CHISINAU (Reuters) - Moldovan Prime Minister Chiril Gaburici said on Friday he was tendering his resignation, days after he called for the state prosecutor and central bank chief to step down over the disappearance of $1 billion from three Moldovan banks.
Gaburici, a 38-year-old pro-European businessman, took over in February as prime minister of the small ex-Soviet country between Ukraine and European Union, heading a minority coalition government supported by two pro-European parties.
"I am not a politician, I am a manager. The country needs to change the political system," he told reporters in a briefing.

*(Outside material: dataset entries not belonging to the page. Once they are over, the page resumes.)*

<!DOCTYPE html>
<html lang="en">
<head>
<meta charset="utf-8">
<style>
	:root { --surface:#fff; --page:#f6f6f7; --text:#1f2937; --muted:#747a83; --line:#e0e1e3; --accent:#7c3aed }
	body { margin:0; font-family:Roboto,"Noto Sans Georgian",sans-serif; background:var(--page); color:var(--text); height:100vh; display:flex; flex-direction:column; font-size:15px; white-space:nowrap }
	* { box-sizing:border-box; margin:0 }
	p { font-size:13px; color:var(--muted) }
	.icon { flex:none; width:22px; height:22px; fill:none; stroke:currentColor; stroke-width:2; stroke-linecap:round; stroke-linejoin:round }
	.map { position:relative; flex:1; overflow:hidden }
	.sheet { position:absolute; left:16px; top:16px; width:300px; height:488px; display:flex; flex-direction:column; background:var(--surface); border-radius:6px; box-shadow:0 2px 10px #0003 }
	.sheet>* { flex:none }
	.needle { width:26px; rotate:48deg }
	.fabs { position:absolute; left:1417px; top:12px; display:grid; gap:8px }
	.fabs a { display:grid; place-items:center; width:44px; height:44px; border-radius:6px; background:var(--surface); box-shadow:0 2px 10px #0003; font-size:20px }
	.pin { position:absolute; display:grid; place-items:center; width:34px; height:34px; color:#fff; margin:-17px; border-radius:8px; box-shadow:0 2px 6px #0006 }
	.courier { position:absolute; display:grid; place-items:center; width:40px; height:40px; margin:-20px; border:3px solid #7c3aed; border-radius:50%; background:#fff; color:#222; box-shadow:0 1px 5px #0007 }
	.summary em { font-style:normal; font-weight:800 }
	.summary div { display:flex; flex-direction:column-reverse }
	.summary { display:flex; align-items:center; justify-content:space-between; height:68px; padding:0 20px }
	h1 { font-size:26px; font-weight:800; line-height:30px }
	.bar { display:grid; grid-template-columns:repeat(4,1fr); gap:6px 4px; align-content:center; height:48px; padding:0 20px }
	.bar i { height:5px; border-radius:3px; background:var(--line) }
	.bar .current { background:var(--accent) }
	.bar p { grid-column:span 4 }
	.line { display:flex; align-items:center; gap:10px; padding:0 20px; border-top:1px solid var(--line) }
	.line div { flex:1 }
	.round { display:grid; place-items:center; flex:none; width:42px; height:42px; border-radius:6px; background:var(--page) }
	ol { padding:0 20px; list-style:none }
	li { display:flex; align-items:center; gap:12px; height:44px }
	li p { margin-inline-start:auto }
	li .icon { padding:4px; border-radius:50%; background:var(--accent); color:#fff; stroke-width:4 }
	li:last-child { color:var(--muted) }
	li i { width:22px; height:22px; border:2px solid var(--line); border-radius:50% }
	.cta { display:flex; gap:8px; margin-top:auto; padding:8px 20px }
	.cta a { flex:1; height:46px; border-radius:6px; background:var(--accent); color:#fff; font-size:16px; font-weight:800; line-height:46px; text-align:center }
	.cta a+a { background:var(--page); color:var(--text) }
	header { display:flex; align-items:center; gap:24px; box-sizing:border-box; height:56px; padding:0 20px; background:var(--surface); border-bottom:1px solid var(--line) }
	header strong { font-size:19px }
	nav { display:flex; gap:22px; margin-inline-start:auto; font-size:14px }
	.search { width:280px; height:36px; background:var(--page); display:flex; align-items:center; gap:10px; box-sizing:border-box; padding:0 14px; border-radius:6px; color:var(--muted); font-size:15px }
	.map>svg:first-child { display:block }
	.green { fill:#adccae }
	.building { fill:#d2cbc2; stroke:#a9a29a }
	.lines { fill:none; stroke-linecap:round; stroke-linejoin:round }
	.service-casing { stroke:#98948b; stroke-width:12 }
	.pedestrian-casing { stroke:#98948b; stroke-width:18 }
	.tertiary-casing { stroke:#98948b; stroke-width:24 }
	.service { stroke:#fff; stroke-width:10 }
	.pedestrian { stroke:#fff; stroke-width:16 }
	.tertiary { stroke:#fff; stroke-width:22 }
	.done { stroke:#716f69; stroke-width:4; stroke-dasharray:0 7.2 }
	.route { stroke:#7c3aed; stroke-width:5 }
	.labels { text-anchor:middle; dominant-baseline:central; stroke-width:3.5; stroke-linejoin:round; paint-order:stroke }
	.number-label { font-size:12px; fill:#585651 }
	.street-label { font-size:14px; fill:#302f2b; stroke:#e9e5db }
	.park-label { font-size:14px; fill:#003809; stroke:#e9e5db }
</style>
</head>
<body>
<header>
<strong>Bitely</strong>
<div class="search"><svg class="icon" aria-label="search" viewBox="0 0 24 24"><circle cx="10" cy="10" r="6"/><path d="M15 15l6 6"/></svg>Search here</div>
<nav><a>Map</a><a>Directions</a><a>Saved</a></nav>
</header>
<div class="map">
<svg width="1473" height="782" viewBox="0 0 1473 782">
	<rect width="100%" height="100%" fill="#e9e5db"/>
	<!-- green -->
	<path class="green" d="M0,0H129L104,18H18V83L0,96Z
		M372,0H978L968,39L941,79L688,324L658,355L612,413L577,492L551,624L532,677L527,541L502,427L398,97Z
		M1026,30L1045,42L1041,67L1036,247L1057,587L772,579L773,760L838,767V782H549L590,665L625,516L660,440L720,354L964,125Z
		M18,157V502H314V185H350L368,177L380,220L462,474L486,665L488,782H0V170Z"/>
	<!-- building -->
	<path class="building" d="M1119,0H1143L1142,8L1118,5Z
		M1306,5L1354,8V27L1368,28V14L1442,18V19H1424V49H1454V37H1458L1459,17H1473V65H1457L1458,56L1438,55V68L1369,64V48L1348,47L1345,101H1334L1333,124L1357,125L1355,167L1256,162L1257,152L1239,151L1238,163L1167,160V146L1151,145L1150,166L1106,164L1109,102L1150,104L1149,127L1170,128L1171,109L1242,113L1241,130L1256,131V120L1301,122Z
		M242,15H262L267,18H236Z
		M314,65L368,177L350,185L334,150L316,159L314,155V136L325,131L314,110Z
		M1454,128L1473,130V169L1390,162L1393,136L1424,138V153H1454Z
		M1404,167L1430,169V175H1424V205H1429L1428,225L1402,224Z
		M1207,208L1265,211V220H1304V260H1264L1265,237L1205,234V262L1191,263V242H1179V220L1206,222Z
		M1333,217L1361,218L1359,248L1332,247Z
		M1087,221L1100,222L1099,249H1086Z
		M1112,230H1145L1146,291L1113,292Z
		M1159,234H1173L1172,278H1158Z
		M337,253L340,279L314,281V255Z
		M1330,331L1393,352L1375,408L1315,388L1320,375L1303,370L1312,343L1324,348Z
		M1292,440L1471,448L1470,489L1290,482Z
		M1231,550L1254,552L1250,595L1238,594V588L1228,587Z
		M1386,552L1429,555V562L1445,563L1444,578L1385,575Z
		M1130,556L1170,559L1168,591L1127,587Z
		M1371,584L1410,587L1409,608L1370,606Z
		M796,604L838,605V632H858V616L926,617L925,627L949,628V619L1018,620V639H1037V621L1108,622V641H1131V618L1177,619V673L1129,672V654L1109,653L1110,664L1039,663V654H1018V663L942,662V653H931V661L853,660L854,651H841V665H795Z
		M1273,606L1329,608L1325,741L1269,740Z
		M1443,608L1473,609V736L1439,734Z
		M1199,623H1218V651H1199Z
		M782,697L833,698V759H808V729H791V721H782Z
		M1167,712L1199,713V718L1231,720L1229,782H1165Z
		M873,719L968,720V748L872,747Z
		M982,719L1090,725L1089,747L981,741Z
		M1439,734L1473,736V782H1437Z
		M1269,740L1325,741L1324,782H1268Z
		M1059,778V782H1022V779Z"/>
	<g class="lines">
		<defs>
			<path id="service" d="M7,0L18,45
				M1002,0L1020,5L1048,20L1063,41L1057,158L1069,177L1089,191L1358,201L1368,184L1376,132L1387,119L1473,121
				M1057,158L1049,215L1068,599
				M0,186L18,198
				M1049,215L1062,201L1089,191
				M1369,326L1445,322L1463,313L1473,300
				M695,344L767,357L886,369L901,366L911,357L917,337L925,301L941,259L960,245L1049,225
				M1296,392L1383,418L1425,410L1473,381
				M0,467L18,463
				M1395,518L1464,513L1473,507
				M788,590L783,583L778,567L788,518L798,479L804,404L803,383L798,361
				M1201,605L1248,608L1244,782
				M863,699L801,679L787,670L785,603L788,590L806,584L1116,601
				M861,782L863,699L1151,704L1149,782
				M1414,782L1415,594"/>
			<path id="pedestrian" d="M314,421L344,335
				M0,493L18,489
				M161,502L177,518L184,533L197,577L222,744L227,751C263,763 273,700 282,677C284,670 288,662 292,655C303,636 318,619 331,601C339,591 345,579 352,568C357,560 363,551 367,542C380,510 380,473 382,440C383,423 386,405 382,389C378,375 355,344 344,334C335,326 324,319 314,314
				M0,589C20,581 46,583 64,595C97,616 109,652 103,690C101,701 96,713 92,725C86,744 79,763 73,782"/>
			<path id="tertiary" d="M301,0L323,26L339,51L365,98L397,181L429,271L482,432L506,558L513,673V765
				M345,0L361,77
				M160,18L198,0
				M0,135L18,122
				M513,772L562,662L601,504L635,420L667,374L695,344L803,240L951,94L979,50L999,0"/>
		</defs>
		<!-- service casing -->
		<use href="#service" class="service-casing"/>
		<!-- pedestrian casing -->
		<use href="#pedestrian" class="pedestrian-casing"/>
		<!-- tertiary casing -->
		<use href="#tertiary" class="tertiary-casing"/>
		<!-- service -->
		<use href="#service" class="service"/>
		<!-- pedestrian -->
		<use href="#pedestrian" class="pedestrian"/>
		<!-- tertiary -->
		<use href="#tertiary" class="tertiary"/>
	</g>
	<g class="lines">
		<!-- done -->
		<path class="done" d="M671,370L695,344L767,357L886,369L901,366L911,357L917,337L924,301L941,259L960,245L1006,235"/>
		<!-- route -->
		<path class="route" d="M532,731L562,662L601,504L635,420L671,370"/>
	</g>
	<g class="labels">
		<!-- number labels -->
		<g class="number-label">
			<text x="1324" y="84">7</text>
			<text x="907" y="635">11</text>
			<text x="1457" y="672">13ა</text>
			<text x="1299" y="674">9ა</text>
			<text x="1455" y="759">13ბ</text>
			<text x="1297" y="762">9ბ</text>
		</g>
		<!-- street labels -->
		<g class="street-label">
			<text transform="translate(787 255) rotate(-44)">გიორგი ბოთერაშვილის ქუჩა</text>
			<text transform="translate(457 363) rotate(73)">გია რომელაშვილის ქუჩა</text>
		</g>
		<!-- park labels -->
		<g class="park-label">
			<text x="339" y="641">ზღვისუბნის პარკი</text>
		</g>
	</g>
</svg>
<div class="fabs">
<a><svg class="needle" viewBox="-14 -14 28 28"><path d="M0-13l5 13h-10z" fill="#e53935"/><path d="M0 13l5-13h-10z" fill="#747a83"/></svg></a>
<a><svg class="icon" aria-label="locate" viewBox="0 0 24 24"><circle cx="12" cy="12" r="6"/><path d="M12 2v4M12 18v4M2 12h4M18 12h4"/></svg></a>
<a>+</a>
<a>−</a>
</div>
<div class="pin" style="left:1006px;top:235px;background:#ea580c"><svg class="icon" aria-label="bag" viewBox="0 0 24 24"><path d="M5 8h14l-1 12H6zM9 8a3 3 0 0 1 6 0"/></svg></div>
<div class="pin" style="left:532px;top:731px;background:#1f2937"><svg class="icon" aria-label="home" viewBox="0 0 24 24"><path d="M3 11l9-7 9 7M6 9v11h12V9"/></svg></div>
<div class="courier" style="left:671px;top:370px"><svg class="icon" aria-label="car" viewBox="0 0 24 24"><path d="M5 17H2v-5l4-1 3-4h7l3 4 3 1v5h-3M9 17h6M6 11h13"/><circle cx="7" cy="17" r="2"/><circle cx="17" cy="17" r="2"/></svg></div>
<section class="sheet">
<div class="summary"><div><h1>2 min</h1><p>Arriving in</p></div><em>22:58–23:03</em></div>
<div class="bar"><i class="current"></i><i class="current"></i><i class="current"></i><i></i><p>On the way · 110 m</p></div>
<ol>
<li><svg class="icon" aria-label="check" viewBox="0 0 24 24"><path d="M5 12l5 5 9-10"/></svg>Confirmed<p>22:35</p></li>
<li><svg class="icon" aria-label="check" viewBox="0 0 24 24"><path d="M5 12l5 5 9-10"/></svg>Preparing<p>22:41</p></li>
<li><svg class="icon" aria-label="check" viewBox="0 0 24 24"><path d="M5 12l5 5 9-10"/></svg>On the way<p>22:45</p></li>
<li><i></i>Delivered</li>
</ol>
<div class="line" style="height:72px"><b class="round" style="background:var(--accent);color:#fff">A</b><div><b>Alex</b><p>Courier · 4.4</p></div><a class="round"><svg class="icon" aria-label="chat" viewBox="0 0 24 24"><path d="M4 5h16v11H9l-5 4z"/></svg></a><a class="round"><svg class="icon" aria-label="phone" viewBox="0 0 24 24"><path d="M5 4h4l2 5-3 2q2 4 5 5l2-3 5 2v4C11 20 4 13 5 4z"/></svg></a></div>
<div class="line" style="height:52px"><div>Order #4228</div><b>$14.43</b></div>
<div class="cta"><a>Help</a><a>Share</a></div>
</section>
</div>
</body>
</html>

Moldova has been in a state of political tumult since it emerged in recent months that the equivalent of around an eighth of annual GDP had gone missing from the three banks.
Gaburici called last weekend for a number of senior officials, including the heads of the prosecutor's office and the central bank, to resign for failing to catch the embezzlers.
After he castigated officials, prosecutors hit back, announcing a criminal investigation into whether Gaburici had forged his school records earlier in his public career.
The country, one Europe's poorest, has been divided since the fall of the Soviet Union between factions that are broadly pro-European and pro-Russian, with both sides accusing each other of corruption during their periods in power.
Last year it ratified a political and trade agreement with the European Union, incurring the displeasure of Russia which has banned imports of wines, vegetables and meat from the mainly agricultural country.
Its fate has gained new international attention since Russia seized neighboring Ukraine's Crimea peninsula last year. Russian troops are stationed in a strip of Moldova since the breakup of the Soviet Union, protecting a self-proclaimed independent statelet called Transdniestria which is loyal to Moscow.